Recommendation: Buy
CMP = Rs 62
Price target: Rs 70
Result highlights:
- Marico Industries Ltd's (Marico) sales growth in Q3FY2008 was in line with our expectations. The company posted a strong top line growth of 23.7% year on year (yoy) to Rs 506.2 crore aided by an impressive performance across the businesses. The stirring top line growth was a result of a 19% organic growth and a 5% inorganic growth.
- Affected by a hefty 34% year-on-year (y-o-y) increase in the staff cost and a higher-than-expected increase in the other expenses (up 32.9% yoy to Rs 81.2 crore) the operating profit margin (OPM) declined by 79 basis points to 12.68%. The operating profit thereby grew by 16.4% yoy to Rs 64.2 crore.

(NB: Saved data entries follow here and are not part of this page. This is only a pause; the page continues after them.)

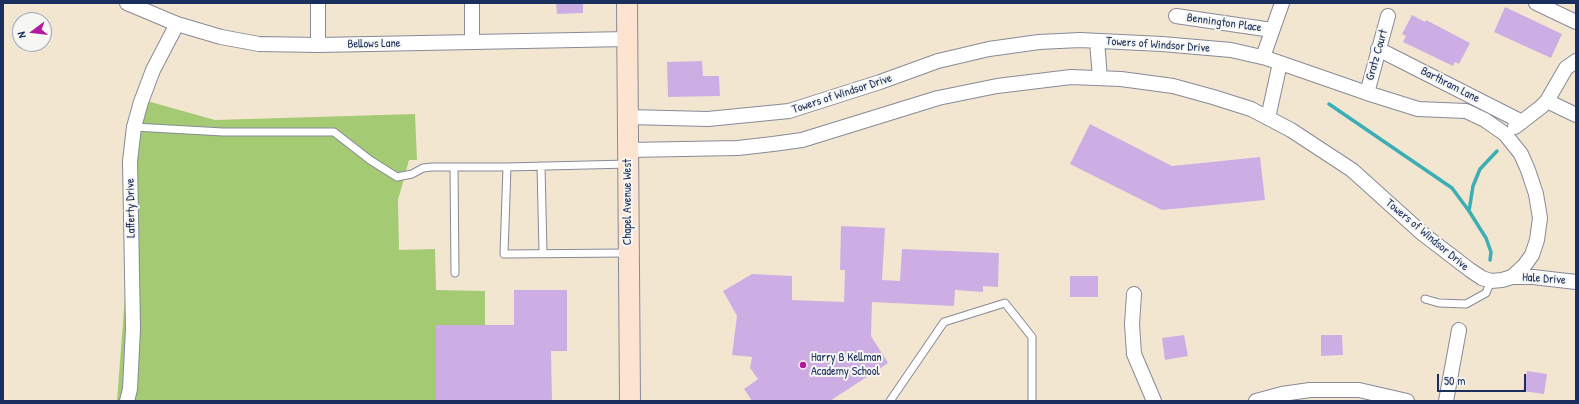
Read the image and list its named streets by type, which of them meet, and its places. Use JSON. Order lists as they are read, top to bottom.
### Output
{
  "streets": {
    "main road": ["Chapel Avenue West"],
    "street": [
      "Bennington Place",
      "Bellows Lane",
      "Towers of Windsor Drive",
      "Gratz Court",
      "Barthram Lane",
      "Lafferty Drive",
      "Hale Drive"
    ]
  },
  "crossings": [
    ["Bellows Lane", "Chapel Avenue West"],
    ["Bellows Lane", "Lafferty Drive"],
    ["Towers of Windsor Drive", "Gratz Court"],
    ["Towers of Windsor Drive", "Chapel Avenue West"],
    ["Towers of Windsor Drive", "Hale Drive"],
    ["Gratz Court", "Barthram Lane"]
  ],
  "places": ["Harry B Kellman Academy School"],
  "scale_bar": "50 m",
  "north": "left"
}
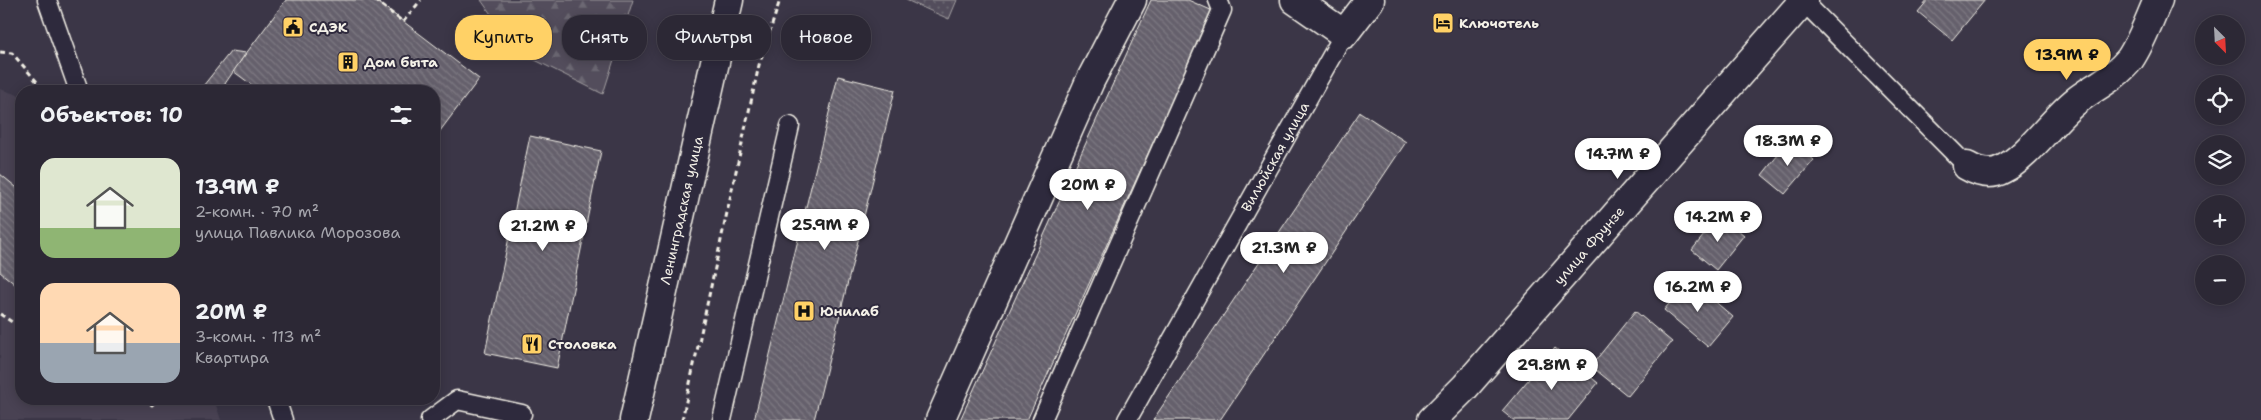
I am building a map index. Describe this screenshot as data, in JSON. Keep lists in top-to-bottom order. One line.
{"streets":{"street":["Вилюйская улица","Ленинградская улица","улица Фрунзе"]},"places":{"hotel":["Ключотель"],"public building":["СДЭК"],"building":["Дом быта"],"hospital":["Юнилаб"],"restaurant":["Столовка"]},"north":"bottom right","page":{"map_buttons":["+","−"],"chip":["Купить","Снять","Фильтры","Новое"],"price":["13.9M ₽","18.3M ₽","14.7M ₽","20M ₽","14.2M ₽","25.9M ₽","21.2M ₽","21.3M ₽","16.2M ₽","29.8M ₽"],"heading":"Объектов: 10","list":[{"name":"13.9M ₽","note":"2-комн. · 70 m² · улица Павлика Морозова"},{"name":"20M ₽","note":"3-комн. · 113 m² · Квартира"}]}}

- The raw material cost was under check as copra prices during the quarter were lower by about 10-12% yoy. However, the input cost for edible oils continued to rise and was up by 20-30% across categories. Thereby the adjusted net profit grew by 57.1% to Rs 43.53 crore.
- The company changed its method of charging the depreciation on the factory building that led to a one-time charge of Rs4.29 crore. There was a one-time exchange rate gain of Rs 7.8 crore. After this the reported net profit stood at Rs45.9 crore, which was up 61.5% yoy.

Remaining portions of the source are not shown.